Two Georgia twins can’t get their driver’s permits because the State of Georgia’s can’t tell them apart, WJBF (Augusta) is reporting.
For most teenagers, getting their driver’s permit means finally being free. It’s a rite of passage, marked by a few hours of tests, photographs, and paperwork followed by that glorious little card that means you can finally drive. For Alicia and Alicen Kennedy of Augusta, Georgia, that rite of passage got held up by a computer glitch and bureaucratic red tape.
The twins went to a Georgia Department of Motor Vehicles (DMV) office and filled out all the requisite forms, showed their birth certificates, and tried to jump through all of the hoops necessary to get their permits; but, when their pictures were taken, there was a problem, as Alicia explained.
“We gave her our paperwork but we didn’t even get a chance to take the test because [the clerk] kept saying something was wrong with the computer.”
The problem was that the Georgia DMV uses facial recognition software, which is handy for weeding out people who are fraudulently trying to get a Georgia ID under a false name — people like identity thieves, fraudsters, terrorists, and the like.
“The other lady came back and said that when we were taking our pictures it was picking up as saying that we were one person instead of two different people.”
As Alicen explains, she and her twin sister had to have their photos taken — and sign more paperwork — several times, but the computer still wouldn’t cooperate. Alicen said she believes she was made to feel like the whole ordeal was her fault, especially when the clerk made a phone call to a higher authority for help.
“I was listening to her conversation with the person on the phone and it said that one of us popped up as a fraud.”
The twins’ mom, Wanda Kennedy, shared in her daughters’ frustration at the ongoing bureaucratic snafu.
“After try, after try, after try, the system just would not accept them, and it kept saying that it was the same person, they finally said there was a problem and they had to call headquarters.”
The Georgia twins’ difficulty in getting their driver’s permits is just the latest in a long line of stories of innocent people caught up in unwieldy bureaucratic foul-ups caused by rigid adherence to computer processing. In a society that relies heavily on computers for day-to-day life, a simple mistake in input — even one made decades ago — can have repercussions for ordinary people caught up in the mess.
One such example is Luz Pabellon from the Bronx, New York. According to this Inquisitr report, a computer error caused her voter I.D. to indicate that she was 164 years old. Fortunately, her issue was more of a source of amusement than any real problems; she’s been able to vote with no problems, after all.
Other innocent people have found out, to their peril, that if some computer, somewhere, says that you’re on a no-fly list, good luck getting off of it. Malaysian academic Rahinah Ibrahim was erroneously put on the no-fly list, was never told she was put on the list, and had to sue to find out why she was on it in the first place, according to Huffington Post. In 2005, while attempting to fly to Malaysia via Honolulu, she was told she was on the no-fly list.
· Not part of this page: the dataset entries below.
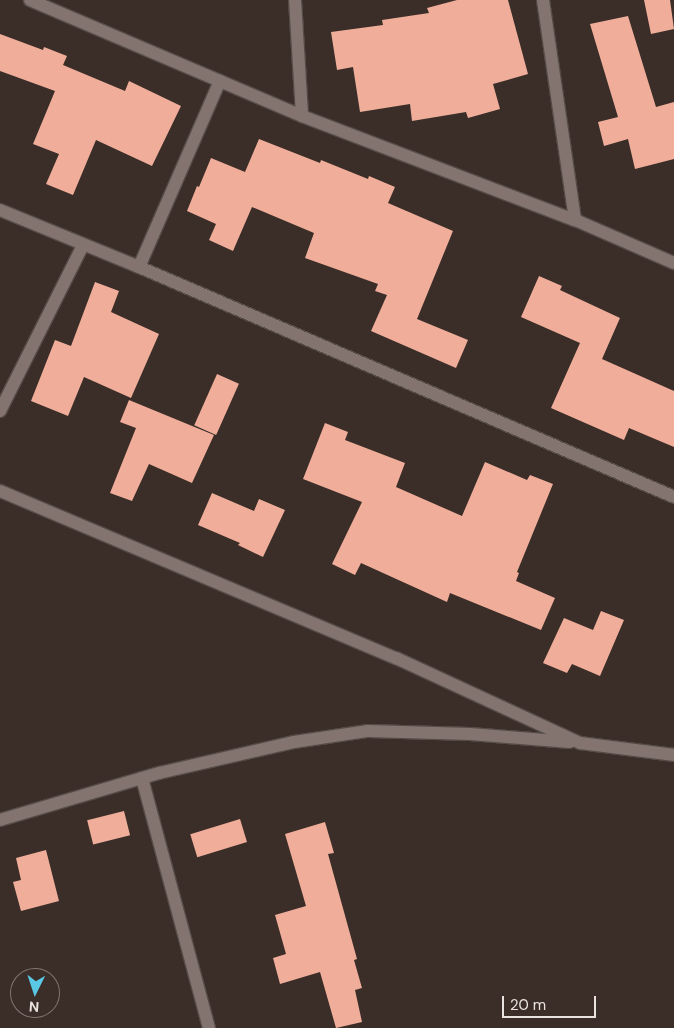 <!DOCTYPE html>
<style>
body{margin:0}
#map{position:relative;width:674px;height:1028px;overflow:hidden;background:#3b2e29;font-family:"DM Sans",sans-serif}
div>[style]{position:absolute}
[style*='--x']{left:calc(var(--x)*1px);top:calc(var(--y)*1px);width:calc(var(--w)*1px);rotate:calc(var(--a)*1deg)}
.building>*{inset:0;background:#f0ae9a;transform-origin:0 0}
.roads{filter:drop-shadow(1px 0 #554b47) drop-shadow(-1px 0 #554b47) drop-shadow(0 1px #554b47) drop-shadow(0 -1px #554b47)}
.minor>*{height:12px;margin:-6px;padding:0 6px;transform-origin:6px;border-radius:6px;background:#83746f}
span{translate:-50% -50%;white-space:nowrap;text-align:center;line-height:1.15;-webkit-text-stroke:5px #3b2e29;paint-order:stroke}
.north{position:absolute;left:10px;top:968px;width:50px;height:50px;box-sizing:border-box;background:#3b2e29;border:1px solid #817672;border-radius:50%;rotate:184deg;font-size:14px;font-weight:700;line-height:20px;text-align:center;color:#eae2df}
.north::after{content:'';display:block;margin:auto;width:18px;height:22px;background:#5ac8e5;clip-path:polygon(50% 0,100% 100%,50% 72%,0 100%)}
.scale{position:absolute;left:502px;top:996px;width:94px;height:22px;box-sizing:border-box;border:2px solid #eae2df;border-top:0;padding-left:6px;font-size:15px;line-height:18px;white-space:nowrap;color:#eae2df;-webkit-text-stroke:4px #3b2e29;paint-order:stroke}
</style>
<div id="map">
<div class="building">
<i style="clip-path:polygon(457px 0,508px 0,528px 74px,493px 84px,500px 109px,468px 118px,466px 112px,412px 121px,410px 104px,360px 112px,353px 67px,337px 70px,331px 32px,383px 25px,382px 20px,429px 13px,427px 8px)"></i>
<i style="clip-path:polygon(644px 0,670px 0,674px 29px,651px 34px)"></i>
<i style="clip-path:polygon(628px 16px,656px 107px,674px 102px,674px 159px,635px 169px,628px 139px,604px 146px,598px 122px,618px 117px,590px 24px)"></i>
<i style="clip-path:polygon(0 34px,43px 50px,44px 47px,67px 56px,63px 65px,125px 91px,129px 81px,181px 106px,152px 166px,96px 140px,73px 195px,46px 184px,59px 154px,33px 144px,55px 91px,0 71px)"></i>
<i style="clip-path:polygon(259px 139px,320px 163px,321px 160px,368px 179px,369px 176px,395px 187px,388px 203px,453px 231px,417px 319px,468px 340px,456px 368px,371px 331px,387px 295px,375px 291px,378px 284px,305px 258px,314px 233px,252px 207px,233px 251px,209px 240px,216px 224px,187px 211px,197px 186px,199px 187px,211px 158px,245px 172px)"></i>
<i style="clip-path:polygon(539px 276px,562px 286px,560px 290px,620px 318px,602px 359px,674px 391px,674px 447px,629px 428px,624px 440px,551px 408px,580px 343px,521px 317px)"></i>
<i style="clip-path:polygon(95px 282px,119px 291px,111px 312px,159px 334px,131px 398px,84px 377px,68px 416px,31px 401px,55px 340px,71px 346px)"></i>
<i style="left:217px;top:374px;width:24px;height:56px;rotate:24deg"></i>
<i style="clip-path:polygon(129px 400px,214px 435px,192px 483px,149px 464px,132px 501px,110px 493px,136px 428px,120px 422px)"></i>
<i style="clip-path:polygon(325px 423px,348px 432px,345px 440px,405px 463px,396px 487px,462px 516px,485px 462px,527px 480px,530px 475px,553px 484px,517px 572px,519px 573px,516px 581px,555px 598px,541px 630px,450px 593px,447px 602px,361px 563px,355px 575px,332px 564px,362px 502px,303px 479px)"></i>
<i style="clip-path:polygon(212px 493px,254px 511px,259px 499px,285px 510px,263px 557px,238px 545px,240px 543px,198px 525px)"></i>
<i style="clip-path:polygon(601px 611px,624px 620px,600px 676px,572px 664px,567px 673px,543px 663px,564px 618px,593px 630px)"></i>
<i style="left:124px;top:811px;width:25px;height:38px;rotate:76deg"></i>
<i style="left:240px;top:819px;width:24px;height:52px;rotate:73deg"></i>
<i style="clip-path:polygon(325px 822px,334px 853px,328px 854px,357px 959px,354px 960px,362px 988px,355px 990px,362px 1022px,336px 1028px,320px 972px,280px 984px,273px 958px,286px 954px,275px 915px,306px 906px,285px 834px)"></i>
<i style="clip-path:polygon(46px 850px,59px 901px,21px 911px,13px 882px,21px 880px,16px 858px)"></i>
</div>
<div class="roads">
<div class="minor">
<i style="--x:30;--y:0;--w:296;--a:23.1"></i>
<i style="--x:302;--y:116;--w:292;--a:20.9"></i>
<i style="--x:575;--y:220;--w:108;--a:23.5"></i>
<i style="--x:295;--y:0;--w:116;--a:86.5"></i>
<i style="--x:543;--y:0;--w:222;--a:81.7"></i>
<i style="--x:0;--y:210;--w:150;--a:22.3"></i>
<i style="--x:139;--y:267;--w:582;--a:23.26"></i>
<i style="--x:139;--y:267;--w:203;--a:-66.5"></i>
<i style="--x:0;--y:411;--w:186;--a:-63.4"></i>
<i style="--x:0;--y:491;--w:430;--a:22.9"></i>
<i style="--x:396;--y:658;--w:203;--a:24.8"></i>
<i style="--x:580;--y:743;--w:95;--a:7.3"></i>
<i style="--x:142;--y:778;--w:259;--a:75"></i>
<i style="--x:0;--y:820;--w:166;--a:-16.5"></i>
<i style="--x:159;--y:773;--w:139;--a:-12.9"></i>
<i style="--x:294;--y:742;--w:75;--a:-8.5"></i>
<i style="--x:368;--y:731;--w:102;--a:1.7"></i>
<i style="--x:470;--y:734;--w:100;--a:4.6"></i>
</div>
</div>
<div class="north">N</div>
<div class="scale">20 m</div>
</div>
She was eventually cleared to fly to Malaysia, but while there, her visa was revoked, and she was unable to return to the U.S. After years of waiting, and multiple lawsuits, she was eventually removed from the no-fly list; she is first and only person to do so, as of this writing.
The Georgia twins’ problem with getting their driver’s permits may not be quite so severe, but it still underscores the problems that can pop up when a bureaucracy relies heavily on computers in favor of common sense. As of this writing, the DMV is working with the twins to find a solution to their problem.